<h1 style="color:orange">DataFrame Preparation and Manipulation with Pandas</h1> 

Pandas is a powerful library in Python for data manipulation and analysis. Central to its functionality is the DataFrame, which is a two-dimensional labeled data structure. In this tutorial, we'll cover some of the most important operations to prepare and manipulate a DataFrame using Pandas.

In [None]:
import pandas as pd

## 3. Creating a DataFrame
You can create a DataFrame from various data sources such as lists, dictionaries, NumPy arrays, CSV files, Excel files, and more.

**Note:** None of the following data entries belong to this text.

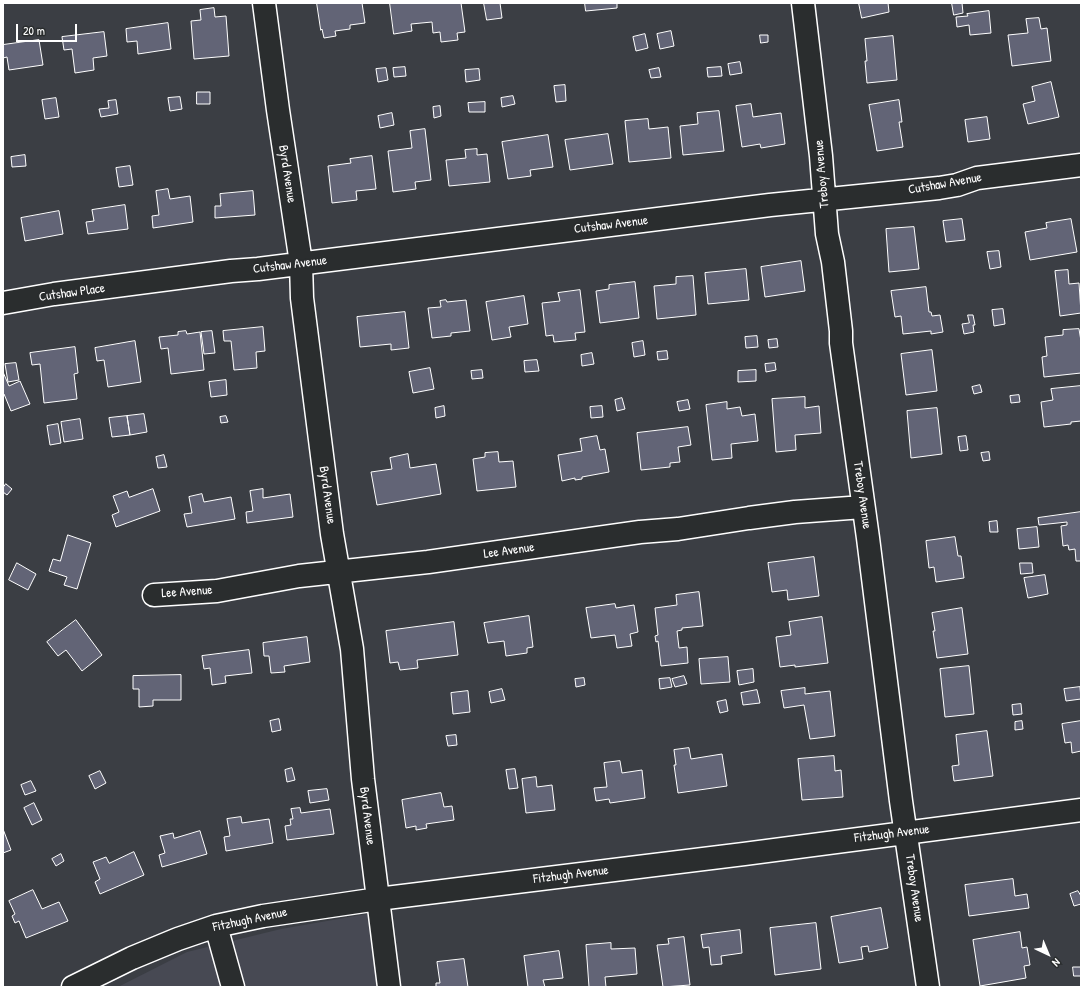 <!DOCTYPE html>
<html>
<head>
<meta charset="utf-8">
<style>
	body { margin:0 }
	#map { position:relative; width:1084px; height:990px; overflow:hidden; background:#3b3e44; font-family:"Patrick Hand",sans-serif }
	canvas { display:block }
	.frame { position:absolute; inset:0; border:4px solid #fff; pointer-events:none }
	.north { position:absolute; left:1028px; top:934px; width:40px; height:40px; -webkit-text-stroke:3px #2a2d2e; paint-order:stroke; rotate:136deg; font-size:11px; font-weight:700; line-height:16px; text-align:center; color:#fff }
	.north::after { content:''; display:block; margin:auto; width:14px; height:18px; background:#fff; clip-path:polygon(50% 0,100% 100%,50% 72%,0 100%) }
	.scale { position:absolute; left:16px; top:24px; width:61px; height:18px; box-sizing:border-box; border:2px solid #fff; border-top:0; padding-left:5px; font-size:12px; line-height:14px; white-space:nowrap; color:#fff; -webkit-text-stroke:3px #2a2d2e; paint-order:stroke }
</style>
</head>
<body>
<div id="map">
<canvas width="1084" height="990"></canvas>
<div class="frame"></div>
<div class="north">N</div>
<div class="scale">20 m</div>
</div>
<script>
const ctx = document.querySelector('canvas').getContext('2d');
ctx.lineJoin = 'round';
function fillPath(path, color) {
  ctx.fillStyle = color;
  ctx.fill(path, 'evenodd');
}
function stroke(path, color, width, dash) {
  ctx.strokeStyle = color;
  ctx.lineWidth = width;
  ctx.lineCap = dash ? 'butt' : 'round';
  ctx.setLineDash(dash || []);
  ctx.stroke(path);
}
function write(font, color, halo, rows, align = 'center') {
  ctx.font = font + ' "Patrick Hand",sans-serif';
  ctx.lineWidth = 3.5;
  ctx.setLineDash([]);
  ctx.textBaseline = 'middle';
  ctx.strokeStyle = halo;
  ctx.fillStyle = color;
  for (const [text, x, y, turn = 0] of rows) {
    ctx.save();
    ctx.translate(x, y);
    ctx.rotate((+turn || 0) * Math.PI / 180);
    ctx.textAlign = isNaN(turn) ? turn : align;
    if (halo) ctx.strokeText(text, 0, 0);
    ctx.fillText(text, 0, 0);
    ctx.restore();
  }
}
fillPath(new Path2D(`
	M367,914L377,987H118L187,952L281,929Z`), '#474953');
const building = new Path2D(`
	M317,3H362L365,23L350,25V29L335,31L336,36L324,38L322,29L321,30Z
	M390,3H461L465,32L457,33L458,40L441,42L440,32L433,33L432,22L411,24L412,31L394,34Z
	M484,3H503H500L502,18L487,20Z
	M585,3H617V8L586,11Z
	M859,3H888L889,12L862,18Z
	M952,3H962L963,13L954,15Z
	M214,8L215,17L226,16L229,56L194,59L191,21L201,20L200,10Z
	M989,11L991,33L970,35L969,25L957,27L956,17L968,16L967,14Z
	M1039,18L1041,29L1047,28L1051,61L1012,66L1008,35L1028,33L1026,19Z
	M168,23L171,49L138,54L137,41L127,42L126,29Z
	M671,31L674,46L660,49L657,34Z
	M104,32L107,56L93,58L94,70L75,73L72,49L64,50L62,37Z
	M645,34L648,48L636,51L633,37Z
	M760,35H768V42L761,43Z
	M893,36L897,80L867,83L865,61H867L865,39Z
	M39,40L43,65L9,70L7,57L3,58V45Z
	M740,62L742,73L730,75L728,64Z
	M405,67L406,76L394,77L393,68Z
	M721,67L722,76L708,77L707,68Z
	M386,68L388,80L378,82L376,69Z
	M659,68L661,77L651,78L649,70Z
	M479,69L480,80L466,82L465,70Z
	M1051,82L1059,117L1028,124L1023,104L1035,101L1032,87Z
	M565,85L566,101L556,102L554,86Z
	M197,92H210V104H197Z
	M513,96L515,104L502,107L501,98Z
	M180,97L182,109L170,111L168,98Z
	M56,98L59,117L45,119L42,100Z
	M116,100L118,114L101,117L99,109L109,108L108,101Z
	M899,100L902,122H899L903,147L877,151L869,105Z
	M485,102V112H469L468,103Z
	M751,104L753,117L781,113L785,144L761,148L760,144L742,147L736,106Z
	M440,106L441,116L434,118L433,107Z
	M719,111L724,151L683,155L680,126L698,124L697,113Z
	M392,113L394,125L380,128L378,116Z
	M987,117L990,139L968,142L965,120Z
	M648,119L649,129L668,127L671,158L629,162L625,121Z
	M425,129L431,180L415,182L416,189L393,192L388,151L412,148L410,131Z
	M608,134L613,164L570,170L565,140Z
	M548,135L553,167L530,170L531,176L508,179L502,142Z
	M477,149V155L487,154L490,182L449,186L446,160L466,158L465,150Z
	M25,155L26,166L12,167L11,157Z
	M372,156L376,189L356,191L357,200L332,203L328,166L351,163L350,159Z
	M130,166L133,185L119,187L116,168Z
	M168,189L170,199L190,196L193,222L153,228L152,216L159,215L156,191Z
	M253,191L255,215L215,218V206H221L220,194Z
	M125,205L128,229L88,234L86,222L94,221L92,210Z
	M59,211L63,234L25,241L21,218Z
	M962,219L965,240L946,242L943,221Z
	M1071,219L1077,252L1030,260L1025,232L1047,228L1046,223Z
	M914,227L919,269L889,272L886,229Z
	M999,251L1001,267L990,269L987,252Z
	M801,261L805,291L765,297L761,267Z
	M746,269L749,300L708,304L705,273Z
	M1068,270L1069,284L1079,283L1081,313L1060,316L1055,271Z
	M693,276L696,315L657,319L654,286L676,284V277Z
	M635,282L639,318L600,323L596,291L609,289V285Z
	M926,287L929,312H931L932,316L940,315L943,332L931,334V331L903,334L901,316L895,317L891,291Z
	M580,290L585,332L575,333L576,340L554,342L553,335L546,336L542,303L560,301L558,293Z
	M524,296L528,324L509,327L511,337L492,340L486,302Z
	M446,300L447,302L466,300L470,331L451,333V336L432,338L428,308L441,307L440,301Z
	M1003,309L1005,324L994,326L992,310Z
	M405,312L409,348L391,350V344L360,347L357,317Z
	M968,315H973L975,325H973L974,332L964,334L962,324L969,323Z
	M263,327L265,351L256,352L257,368L234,370L231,341H224L223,331Z
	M1079,329L1081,341V373L1044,377L1042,357L1047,356L1045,337L1063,335V330Z
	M186,331L187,334L200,332L204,370L171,374L168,348L161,349L159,337L178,335V332Z
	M212,331L215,353L204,354L201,332Z
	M757,336L758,347L746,348L745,337Z
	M777,339L778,347L769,348L768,340Z
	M135,341L141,382L108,387L104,360L97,361L95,348Z
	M643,341L645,355L634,357L632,343Z
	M75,347L78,373L74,374L77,399L44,403L40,364L32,365L30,353Z
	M932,350L937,391L906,395L901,354Z
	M667,351L668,359L658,360L657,352Z
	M592,353L594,364L582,366L581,355Z
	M537,360L539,371L525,372L524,361Z
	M16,363L19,380L8,382L5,364Z
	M775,363L776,370L766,372L765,364Z
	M430,368L434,389L413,393L409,372Z
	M482,370L483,378L472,379L471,371Z
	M756,370V381L738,382V371Z
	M3,372L9,386L20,381L30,404L11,411L4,394L3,395Z
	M226,380L227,395L211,397L209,382Z
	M980,385L982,392L974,394L972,387Z
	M1081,386V421L1071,422V424L1044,427L1041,402L1053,400L1051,389Z
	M1019,395L1020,402L1011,403L1010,396Z
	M805,397V408L819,406L821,433L795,435L796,450L776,452L772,399Z
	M622,398L625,409L617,411L615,400Z
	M688,400L690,409L679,411L677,402Z
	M727,402V409L740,407L742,416L755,414L758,441L731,444L732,458L712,460L706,405Z
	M444,406L445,416L436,418L435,408Z
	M602,406L603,417L591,418L590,407Z
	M937,408L942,454L911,458L907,411Z
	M144,414L147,432L130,435L127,416Z
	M127,416L130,435L112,437L109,418Z
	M226,416L228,422L221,423L220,417Z
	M80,419L83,439L64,442L61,422Z
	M58,424L61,443L50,445L47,426Z
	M688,427L691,445L678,447L680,462L670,463V467L641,470L637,433Z
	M597,436L600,450L605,449L609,472L582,477V479L575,480V478L562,481L558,455L582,451L580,439Z
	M966,436L968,450L960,451L958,437Z
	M498,452L499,462L513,461L516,487L477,491L473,459L485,457V453Z
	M989,452L990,460L983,461L981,453Z
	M408,454L410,468L436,464L441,494L377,505L371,472L392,469L390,458Z
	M164,455L167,467L158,468L156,457Z
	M6,484L12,489L7,495L3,492V488Z
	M153,489L160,511L116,527L112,515L119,512L113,496L127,491L129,497Z
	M263,489V498L290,494L293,517L247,523L246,512L253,511L250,491Z
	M202,494L204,502L231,497L235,519L187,527L184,514L192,513L189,497Z
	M1081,512V561H1076L1075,549L1069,550L1068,545L1063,546L1061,526L1067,525V522L1039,525L1038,518Z
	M997,521L998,532H990L989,522Z
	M1037,527L1039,547L1019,549L1017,529Z
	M68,535L91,543L77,589L64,585L67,577L49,571L53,559L60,561Z
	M955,537L958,556H961L964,578L936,582L934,567L929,568L926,541Z
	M814,557L819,596L788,600L787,590L772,592L768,563Z
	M17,563L36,574L28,590L9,580Z
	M1020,563H1032L1033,573L1021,574Z
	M1045,575L1048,594L1028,598L1024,578Z
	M699,592L703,626L682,628V630L677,631L679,648L687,647L688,663L661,666L658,641L656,642L655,636L658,635L655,608L677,605L676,595Z
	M615,604L616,608L634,605L638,632L630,634L632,646L617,648L615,635L591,638L586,608Z
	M962,608L968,654L937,658L933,631H935L932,613Z
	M529,616L533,647L527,648V653L506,656L504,641L488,643L484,623Z
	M822,617L828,663L795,667V665L780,667L776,637L791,635L789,622Z
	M76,620L102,655L82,671L66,650L58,656L47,642Z
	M454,622L458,655L417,660L418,668L400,670L398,662L390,663L386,631Z
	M307,637L310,662L284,666L285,672L271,673L269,656H264L263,643Z
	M249,650L252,673L225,676L226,683L212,685L210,668L204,669L202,656Z
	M728,657L730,682L701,684L699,659Z
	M969,666L974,714L945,717L940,669Z
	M753,669L754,682L739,685L737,671Z
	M181,675V700H153V706L139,707V689H133V676Z
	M684,676L687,684L675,687L672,679Z
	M584,678L585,685L576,687L575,679Z
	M670,678L672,687L660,689L659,679Z
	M1080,687L1081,699L1066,701L1064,689Z
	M805,688V694L830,691L835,736L810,739L804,705L784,708L781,691Z
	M502,689L505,700L491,703L489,692Z
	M757,690L760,703L743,705L741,693Z
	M468,691L470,712L453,714L451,693Z
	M726,700L728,711L720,713L717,702Z
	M1021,704L1022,714L1013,715L1012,705Z
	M279,719L281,730L272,732L270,721Z
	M1022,721L1023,729L1015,730V722Z
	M1081,721V751L1072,753L1071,742L1065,743L1062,724Z
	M987,731L993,776L954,781L952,766L959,765L956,735Z
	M456,735L457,745L448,746L446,736Z
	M689,748L691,759L722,754L727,786L678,793L674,765H676L674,750Z
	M834,756L835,771L841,770L843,797L802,800L798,759Z
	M620,761L622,773L642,770L645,798L610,803L609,799L596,801L594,788L607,787L604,763Z
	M292,768L295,780L287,782L285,770Z
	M515,769L518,788L509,789L506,770Z
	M100,771L106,783L95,789L89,776Z
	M536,777L537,787L552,785L555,810L526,813L522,779Z
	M31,781L36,791L25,795L21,785Z
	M327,789L329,800L310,803L308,791Z
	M441,793L444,807L452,806L454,820L426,824L427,828L416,830V826L406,828L402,800Z
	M34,803L42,820L32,825L24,808Z
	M300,808L301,813L330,809L334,834L287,840L285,826L291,825L290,819H293L291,809Z
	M241,817L242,823L269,819L273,843L226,851L224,837L230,836L227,819Z
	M3,829L11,850L3,853Z
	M200,831L207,854L162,867L159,855L165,853L160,836L173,833L174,838Z
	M134,852L144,875L100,894L95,882L100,879L93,862L106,857L109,863Z
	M61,854L64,861L56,866L52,859Z
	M1013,879L1015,896L1027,894L1029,908L969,916L965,885Z
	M33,890L42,909L59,902L68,921L26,938L19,921L15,923L12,916L15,914L9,901Z
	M1078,891L1081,896V904L1074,906L1070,894Z
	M881,908L888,948L869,952L868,946L861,947L863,959L839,963L831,917Z
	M816,923L821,969L775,975L770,928Z
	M740,930L742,953L721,956L722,964L711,965L709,947L703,948L701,935Z
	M1020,932L1022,948L1027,947L1030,965L1024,966L1026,978L980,986L973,940Z
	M684,937L690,985L663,987L657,945L669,944L668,939Z
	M611,943V949L635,948L637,974L605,977L606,987H589L586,945Z
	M559,951L563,978L543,980L545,987H528L524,956Z
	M464,959L468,987H436V983H440L437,962Z
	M1073,967H1081V976H1074Z`);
fillPath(building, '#626476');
stroke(building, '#fff', 1);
const minor = new Path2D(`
	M264,3L278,110L301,263L302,298L332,534L352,649L363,779L389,987
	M803,3L821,156L827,234L833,262L841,331V343L868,538L901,801L928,987
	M3,303L54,294L231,271L258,269L770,205L939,188L957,185L977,178L1081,165
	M154,595L217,591L299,576L428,562L640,532L678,529L749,518L795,512L863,507
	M216,926L233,987
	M73,987L132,958L178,939L216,926L263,916L378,899L744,854L1081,810`);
stroke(minor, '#fff', 25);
stroke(minor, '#2a2d2e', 22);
write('13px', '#fff', '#2a2d2e', [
	["Byrd Avenue",287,174,81],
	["Treboy Avenue",822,174,-95],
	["Cutshaw Avenue",945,184,-10],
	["Cutshaw Avenue",611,225,-7],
	["Cutshaw Avenue",290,265,-7],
	["Cutshaw Place",72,293,-8],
	["Byrd Avenue",327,495,82],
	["Treboy Avenue",862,495,82],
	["Lee Avenue",509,551,-8],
	["Lee Avenue",187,592,-4],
	["Byrd Avenue",367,816,83],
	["Fitzhugh Avenue",892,834,-7],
	["Fitzhugh Avenue",571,875,-7],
	["Treboy Avenue",914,888,82],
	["Fitzhugh Avenue",250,920,-12]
]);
</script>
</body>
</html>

Here's how you can create a DataFrame from a dictionary:

In [None]:
data = {'Name': ['Alice', 'Bob', 'Charlie', 'David'],
        'Age': [25, 30, 35, 40],
        'Height': [5.2, 6.0, 5.6, 5.10],
        'City': ['New York', 'Los Angeles', 'Chicago', 'Houston']}

df = pd.DataFrame(data)
print(df)

## 4. Basic DataFrame Operations
### 4.1. Viewing DataFrame Information
You can use info() method to get a concise summary of the DataFrame:

In [None]:
print(df.info())

### 4.2. Viewing DataFrame Head and Tail
To view the first few rows of the DataFrame, you can use head() method:

In [None]:
print(df.head())

To view the last few rows, you can use tail() method:

In [None]:
print(df.tail())

## 5. Indexing and Selecting Data
### 5.1. Selecting Columns
You can select a single column by specifying its name:

In [None]:
print(df['Name'])

You can select multiple columns by passing a list of column names:

In [None]:
print(df[['Name', 'Age']])

### 5.2. Selecting Rows
You can select rows by their index using iloc[] or loc[]:

In [None]:
print(df.iloc[0])  # Select the first row
print(df.loc[1])   # Select the row with index 1

### 5.3. Conditional Selection
You can select rows based on certain conditions:

In [None]:
print(df[df['Age'] > 30])  # Select rows where Age is greater than 30

## 6. Adding and Removing Columns
### 6.1. Adding a Column
You can add a new column to the DataFrame:

In [None]:
df['Gender'] = ['Female', 'Male', 'Male', 'Female']
print(df)

### 6.2. Removing a Column
You can remove a column using drop() method:

In [None]:
df.drop('City', axis=1, inplace=True)
print(df)

## 7. Data Manipulation
### 7.1. Sorting Data
You can sort the DataFrame based on one or more columns:

In [None]:
print(df.sort_values(by='Age'))  # Sort by Age

### 7.2. Grouping Data
You can group data based on certain columns and perform operations:

In [None]:
grouped = df.groupby('Gender')
print(grouped.mean())  # Calculate mean age by gender

## 8. Handling Missing Data
### 8.1. Detecting Missing Data
You can detect missing data using isnull() or notnull():

In [None]:
print(df.isnull())   # True where values are NaN
print(df.notnull())  # True where values are not NaN

### 8.2. Handling Missing Data
You can handle missing data by dropping or filling them:

In [None]:
print(df.dropna())       # Drop rows with any NaN values
print(df.fillna(0))      # Fill NaN values with 0

## 9. Grouping Data and Computing Statistics
Pandas provides the groupby() method to group data based on one or more columns and perform operations on these groups. This is a powerful feature for analyzing and summarizing data based on different categories.

### 9.1. Grouping Data by a Single Column
You can group data by a single column using the groupby() method. Here's how you can group data by the 'Gender' column and compute statistics:

In [None]:
grouped = df.groupby('Gender')
print(grouped.describe())

This will produce a summary of statistics for each group.


### 9.2. Grouping Data by Multiple Columns
You can also group data by multiple columns. For example, you can group data by both 'Gender' and 'Age' columns:



In [None]:
grouped = df.groupby(['Gender', 'Age'])
print(grouped.mean())


This will compute statistics for each combination of gender and age.



### 9.3. Computing Statistics on Grouped Data
Once data is grouped, you can compute various statistics on the groups. For example, you can compute the mean, median, sum, standard deviation, etc. For instance, to compute the mean age for each gender group:



In [None]:
print(grouped['Age'].mean())


Or to compute the median height for each gender group:



In [None]:
print(grouped['Height'].median())


### 9.4. Accessing Specific Statistics
You can access specific statistics for each group using methods such as mean(), median(), sum(), etc. For instance, to access the mean age for each gender group:



In [None]:
print(grouped['Age'].mean())

Or to access the median height for each gender group:

In [None]:
print(grouped['Height'].median())


This section provides an overview of how to group data using the `groupby()` method and compute statistics on the grouped data. It demonstrates the flexibility of Pandas for analyzing and summarizing data based on different categories.